W wypadku w Starym Sączu zginęły dwie nastolatki. Do sądu trafił akt oskarżenia
Zakończyło się prokuratorskie śledztwo w sprawie tragicznego wypadku, który 14 marca wydarzył się na drodze krajowej numer 87 w Starym Sączu. W ten feralny wieczór, 22-letni mężczyzna kierujący fordem, podczas wyprzedzania, zderzył się czołowo z jadącym z naprzeciwka seatem.
Razem z 22-latkiem, samochodem podróżowała 18-letnia Julia, 17-letnia Weronika i 19-letni Mateusz. Niestety młode kobiety zginęły, a 19-latek trafił z poważnymi obrażeniami do krakowskiego szpitala. Kierujący samochodami również zostali zabrani do szpitala, ale nic poważnego im się nie stało.
Prokurator przesłuchał 22-latka i postawił mu zarzut spowodowania wypadku ze skutkiem śmiertelnym. W czasie przesłuchania mężczyzna oświadczył, że nie pamięta przebiegu wypadku. Badanie wydychanego powietrza nie stwierdziło u niego alkoholu. Nie był także pod wpływem środków odurzających.
Tak jak już informowaliśmy, z opinii biegłego wynika, że do wypadku mogła przyczynić się nadmierna prędkość. Kierujący fordem 22-latek jechał 128 km/h w miejscu, gdzie było ograniczenie do 90 km/h. Jakby tego było mało, z lewej strony ominął znajdującą się na drodze wysepkę. To doprowadziło do utraty przez niego panowania nad samochodem i skutkowało zderzeniem na lewym pasie ruchu z prawidłowo jadącym z naprzeciwka samochodem osobowym marki seat, a następnie wjechaniem do rowu po lewej stronie jezdni i uderzeniem w znajdujące się tam ogrodzenie i drzewa.

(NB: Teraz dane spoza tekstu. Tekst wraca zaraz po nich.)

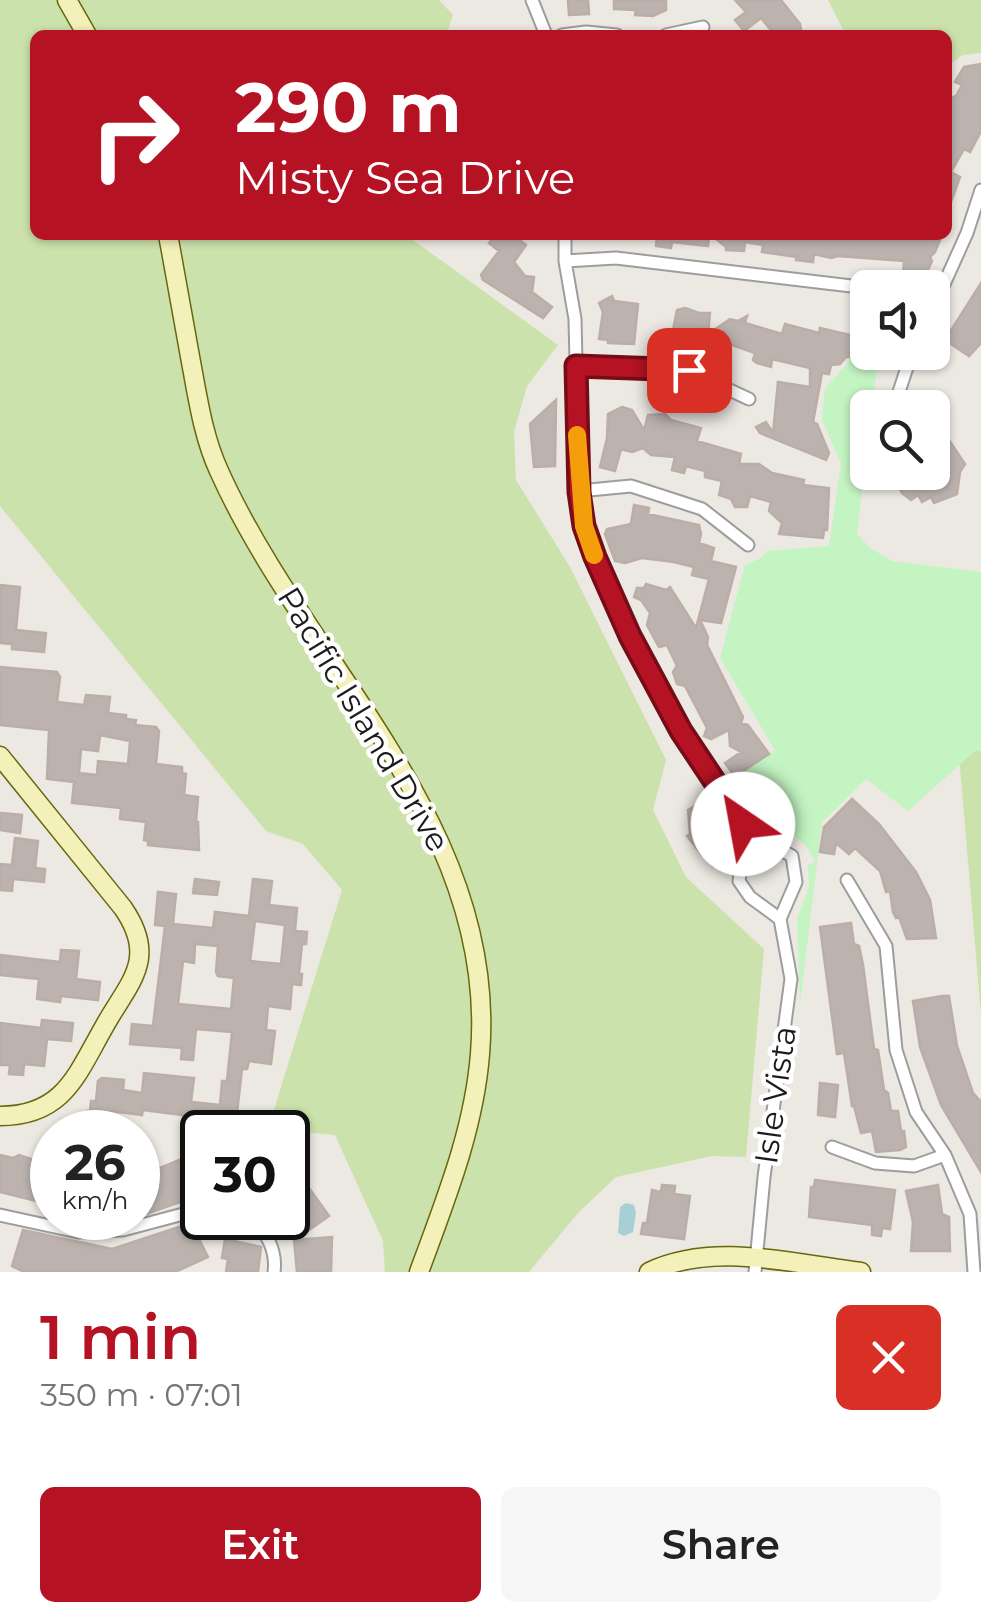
<!DOCTYPE html>
<meta charset="utf-8">
<style>
:root{--surface:#fff;--page:#f6f6f6;--text:#222;--muted:#767676;--accent:#b51223}
body{margin:0;font-family:Montserrat,sans-serif;background:var(--page);color:var(--text);height:100vh;display:flex;flex-direction:column;font-size:38px;white-space:nowrap}
*{box-sizing:border-box;margin:0}
p{font-size:32px;color:var(--muted)}
.icon{flex:none;width:55px;height:55px;fill:none;stroke:currentColor;stroke-width:2;stroke-linecap:round;stroke-linejoin:round}
.map{position:relative;height:1272px;overflow:hidden}
.panel{display:flex;flex-direction:column;background:var(--surface);flex:1}
.panel>*{flex:none}
.hud{position:absolute;left:30px;top:30px;width:922px;height:210px;border-radius:15px;box-shadow:0 2px 8px #0004;background:#b51223;color:#fff;overflow:hidden}
.controls{position:absolute;left:850px;top:270px;display:grid;gap:20px}
.controls a{display:grid;place-items:center;width:100px;height:100px;border-radius:15px;background:var(--surface);box-shadow:0 2px 8px #0004;font-size:50px}
.speed{position:absolute;left:30px;top:1110px;display:flex;gap:20px;font-size:50px;font-weight:700;text-align:center}
.speed>*{display:grid;place-content:center;width:130px;height:130px;border-radius:50%;background:var(--surface);box-shadow:0 2px 8px #0004;line-height:1}
.speed small{font-size:25px;font-weight:400}
.speed .limit{border:5px solid #111;border-radius:15px;background:#fff;color:#111}
.pin{position:absolute;display:grid;place-items:center;width:85px;height:85px;color:#fff;margin:-42px;border-radius:20px;box-shadow:0 5px 15px #0006}
.me{position:absolute;width:110px;margin:-55px;rotate:327deg;stroke-linejoin:round;filter:drop-shadow(0 0 8px #0008)}
.turn{display:flex;align-items:center;gap:35px;height:210px;padding:0 40px;font-size:45px}
.turn .icon{width:130px;height:130px;stroke-width:2.5}
.turn b{display:block;font-size:70px;line-height:85px}
.round{display:grid;place-items:center;flex:none;width:105px;height:105px;border-radius:15px;background:var(--page)}
.overview{display:flex;align-items:center;justify-content:space-between;height:170px;padding:0 40px}
h1{font-size:60px;font-weight:600;line-height:75px;color:var(--accent)}
.button{display:flex;gap:20px;margin-top:auto;padding:20px 40px}
.button a{flex:1;height:115px;border-radius:15px;background:var(--accent);color:#fff;font-size:40px;font-weight:600;line-height:115px;text-align:center}
.button a+a{background:var(--page);color:var(--text)}
.map>svg:first-child{display:block}
.grass{fill:#cce2ac}
.park{fill:#c3f4c2}
.water{fill:#a6d0d6}
.building{fill:#bcb3af;stroke:#bcada6;stroke-width:2.5;fill-rule:evenodd}
.lines{fill:none;stroke-linecap:round;stroke-linejoin:round}
.street-casing{stroke:#9d9d9d;stroke-width:15}
.secondary-casing{stroke:#67670e;stroke-width:21}
.street{stroke:#fff;stroke-width:11}
.secondary{stroke:#f3f0b9;stroke-width:18}
.route-casing{stroke:#760c17;stroke-width:25}
.route{stroke:#b51223;stroke-width:18}
.slow{stroke:#f59e0b;stroke-width:18}
.labels{text-anchor:middle;dominant-baseline:central;stroke-width:9;stroke-linejoin:round;paint-order:stroke}
.street-label{font-size:32px;fill:#1c1c1c;stroke:#fff}
</style>
<div class="map">
<svg width="981" height="1272" viewBox="0 0 981 1272">
<rect width="100%" height="100%" fill="#ece8e2"/>
<path class="grass" d="M0 0H439L453 15 446 35H35V235H406L558 345 527 386 514 432 516 480 570 567 666 760 653 810 686 877 764 949 746 1157 712 1156 616 1177 579 1212 529 1272H385L383 1241 335 1135 268 1129 342 890 303 844 266 831 0 506Z
M828 0H981V53L963 55 948 65V35H846Z
M981 683V1015L955 708Z"/>
<path class="park" d="M865 302 868 352 879 353 872 407 868 408 867 447 857 534 870 548 892 561 981 572V751H975L908 811 866 779 822 822 800 1004 797 920 809 886 808 865 815 862 807 847 795 836 768 826 743 788 734 779 775 750 720 658 745 565 761 558 767 551 829 546 841 463 822 420 825 389 849 362Z"/>
<path class="water" d="M626 1203 634 1205 636 1213 633 1232 624 1236 618 1233 620 1207Z"/>
<path class="building" d="M568 0H588L589 14 569 15Z
M614 0H666V10L653 16 635 15 636 10 614 9Z
M735 0H781L800 24 802 35H775L761 18 744 31 735 20 746 12Z
M981 64V131L970 152 964 149 951 172 960 177 948 210V99L956 96 962 85 955 82 964 67Z
M496 235H513L526 245 514 262 525 276 534 277 532 292 552 307 543 318 483 280 481 275 499 251 489 243Z
M657 235H709L708 246 672 242 671 248 656 246Z
M711 235H942L935 252 930 257 932 261 921 285 903 278 904 261 838 256 831 258 814 254 813 262 796 260 797 257 762 252 763 245 745 242 744 251 726 250V247Z
M981 283V343L969 356 945 340Z
M612 296 614 301 638 304 634 344 608 343V340L599 339 603 312 599 303Z
M685 308 699 313H710L708 334 730 319 738 321 747 316 745 323 782 334 785 324 819 333 820 328 854 336 849 357H846L840 364 831 365 829 374 822 373 813 422 817 424 829 453 826 460 760 433 756 427 766 422 773 433 778 382 810 387V368L772 359 771 367 757 363 753 360 755 353 729 344H725L720 362 686 357 689 341 672 335 677 310Z
M556 400 555 466 534 467 530 424Z
M622 407 632 410 644 430 648 415 665 414 671 420 701 428 697 441 741 454 739 464H759L772 473 804 480 803 485 829 488 827 530H824L823 538 779 534 782 523 769 511 771 502 750 496 747 507H735L731 499 719 495 722 481 705 477V471L686 466 684 473 672 470 675 457 651 455 643 448 632 452 621 449 615 471 600 467 607 438 608 414Z
M936 429 943 431 965 464 960 472 957 494 934 503 931 497 922 502 918 495 911 500 902 493 891 472H932V440L936 437Z
M634 505 649 508 648 514 699 525 701 534 699 543 714 548 711 561 736 567 721 623 700 620 708 637 707 645 743 717 741 723 748 725 769 754 740 773 733 774 725 763 741 752 730 746 729 730 711 739 704 736 707 728 685 686 677 684 673 672 677 666 667 645 659 647 647 625 650 613 641 600 634 597 637 588H644L646 584 666 590 670 587 696 628 709 579 692 575 694 567 674 562 642 558 625 563 615 561 605 534 607 529 631 524Z
M0 585 20 587 16 630 46 633 44 652 12 649V644L0 643Z
M0 667 57 672 60 677 57 702 84 705 86 695 110 697 108 713 126 715V719L136 720 135 725 156 727 159 731 156 764 182 767V773L186 774 184 795 198 797 196 822H198L199 850 148 845V841L144 840 146 822 120 819 121 808 72 803 74 782 47 779 49 730 0 725ZM100 735 130 741 128 764 98 761 97 775 79 773 81 749 98 751Z
M852 799 879 824 916 872 930 900 936 938 907 939 899 917 896 918 893 912 890 891 886 892 880 871 855 848 849 854 836 843 834 854 820 852 824 827Z
M697 805 709 823 717 826 714 840 720 837 727 851 722 854 726 861 718 866H713L708 857 702 855 687 836 690 834 688 810Z
M0 813 22 815 20 833 0 830Z
M15 838 38 841 35 868 45 869 44 882 13 879 12 891 0 890V864L12 865Z
M195 879 219 882 217 895 193 893Z
M253 879 272 881 269 905 297 908 295 931 307 932 306 944H302L299 974H302L301 985 292 984 290 1009 268 1006 266 1030 275 1031 271 1064 249 1061 247 1069H242L237 1113 223 1112 222 1123 189 1120 190 1116 143 1110 142 1115 111 1111 110 1130 89 1127 85 1123 87 1111H90L91 1101H96L98 1081 102 1078 124 1080 123 1090 142 1093 144 1073 194 1078 191 1102 220 1105 222 1081H227L232 1032 196 1029 193 1060 181 1059 182 1048 130 1044 132 1024 153 1026 165 926 155 925 158 892 176 894 173 924 213 928 215 912 249 916ZM255 921 285 925 281 964 250 961ZM195 944 218 946 216 972 218 976 234 978 231 1009 178 1004 183 961 194 963Z
M851 923 854 944 859 946 863 965 874 1049 878 1050 884 1090 888 1093 891 1111H898L901 1131H904L906 1147 900 1150 876 1152 872 1131 861 1133 854 1106H852L844 1053 837 1054 820 927Z
M61 950 79 951 76 979 100 982 98 1000 61 996 60 1002 37 999 39 979 0 975V955L60 962Z
M942 996H949L957 1046 973 1093 981 1102V1172L941 1105 920 1047 913 1001Z
M42 1020 73 1023 71 1041 47 1039 44 1066 24 1064 23 1075 9 1074 10 1065H0V1023L41 1028Z
M820 1083 838 1085 835 1117 818 1115Z
M0 1155 13 1158 19 1155 52 1166V1205L0 1192Z
M191 1155 202 1194 144 1215 138 1196V1175L146 1174Z
M815 1180 895 1190 890 1229 882 1228 881 1236 872 1235V1225L809 1217 811 1187H814Z
M304 1181 329 1216 296 1239 288 1226V1192Z
M662 1185 675 1186 674 1194 690 1196 684 1239 641 1234 643 1223H647L652 1190 661 1192Z
M938 1185 942 1214 949 1217 950 1251H911L913 1222 906 1191Z
M191 1223 208 1257 175 1272H24L12 1266 23 1230 112 1249Z
M332 1237 331 1272H297L294 1240Z
M225 1239 261 1247 258 1272H226L228 1259 222 1258Z"/>
<g class="lines">
<defs>
<path id="street" d="M532 0 546 35
M562 35 586 32 617 35
M666 35 703 27
M565 235V261L575 319 579 491 583 526 630 636 681 731 743 824
M565 261 616 258 868 288
M932 311 967 233 981 190
M576 366 689 371 749 399
M898 408V395L912 352
M579 491 631 486 702 509 748 545
M847 880 886 946 896 1050 916 1112 945 1155 970 1214 974 1272
M832 1147 875 1163 914 1166 945 1155
M0 1215 78 1232 123 1230 202 1209
M248 1218C266 1228 277 1251 274 1272
M755 1272 764 1177 791 979 780 919 796 882 792 856C773 845 761 847 742 860L739 881 750 897 780 919"/>
<path id="secondary" d="M67 0 87 35
M168 235C176 277 183 319 191 362 198 399 203 436 219 471 306 665 499 825 480 1054 474 1130 445 1201 419 1272
M0 756 123 908C159 960 128 983 104 1027 77 1074 64 1116 0 1116
M649 1272C714 1241 792 1264 861 1272"/>
</defs>
<use href="#street" class="street-casing"/>
<use href="#secondary" class="secondary-casing"/>
<use href="#street" class="street"/>
<use href="#secondary" class="secondary"/>
</g>
<g class="lines">
<defs>
<path id="route" d="M689 370 576 366 579 492 584 526 595 557 630 636 681 731 743 824"/>
</defs>
<use href="#route" class="route-casing"/>
<use href="#route" class="route"/>
<path class="slow" d="M577 435 584 526 594 555"/>
</g>
<g class="labels">
<g class="street-label">
<text transform="translate(364 719) rotate(59)">Pacific Island Drive</text>
<text transform="translate(775 1095) rotate(-82)">Isle Vista</text>
</g>
</g>
</svg>
<div class="controls">
<a><svg class="icon" aria-label="sound" viewBox="0 0 24 24"><path d="M4 9h4l5-4v14l-5-4H4zM17 9q2 3 0 6"/></svg></a>
<a><svg class="icon" aria-label="search" viewBox="0 0 24 24"><circle cx="10" cy="10" r="6"/><path d="M15 15l6 6"/></svg></a>
</div>
<div class="speed"><div>26<small>km/h</small></div><div class="limit">30</div></div>
<div class="pin" style="left:689px;top:370px;background:#d93025"><svg class="icon" aria-label="arrive" viewBox="0 0 24 24"><path d="M6 21V4h12l-3 4 3 4H6"/></svg></div>
<svg class="me" style="left:743px;top:824px" viewBox="-20 -20 40 40"><circle r="19" fill="#fff"/><path d="M0-13L10 11 0 6-10 11z" fill="#b51223"/></svg>
<div class="hud">
<div class="turn"><svg class="icon" aria-label="right" viewBox="0 0 24 24"><path d="M7 20v-9h11M14 6l5 5-5 5"/></svg><div><b>290 m</b>Misty Sea Drive</div></div>
</div>
</div>
<section class="panel">
<div class="overview"><div><h1>1 min</h1><p>350 m · 07:01</p></div><a class="round" style="background:#d93025;color:#fff"><svg class="icon" aria-label="close" viewBox="0 0 24 24"><path d="M6 6l12 12M18 6L6 18"/></svg></a></div>
<div class="button"><a>Exit</a><a>Share</a></div>
</section>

Jak informuje Radio Kraków, Prokuratura Okręgowa w Nowym Sączu skierowała do sądu akt oskarżenia. Śledczy zarzucają 22-latkowi umyślne naruszenie zasad bezpieczeństwa w ruchu lądowym. Mężczyźnie grozi kara do ośmiu lat więzienia. O jego losie zadecyduje sąd. ([email protected] Fot. OSP Stary Sącz)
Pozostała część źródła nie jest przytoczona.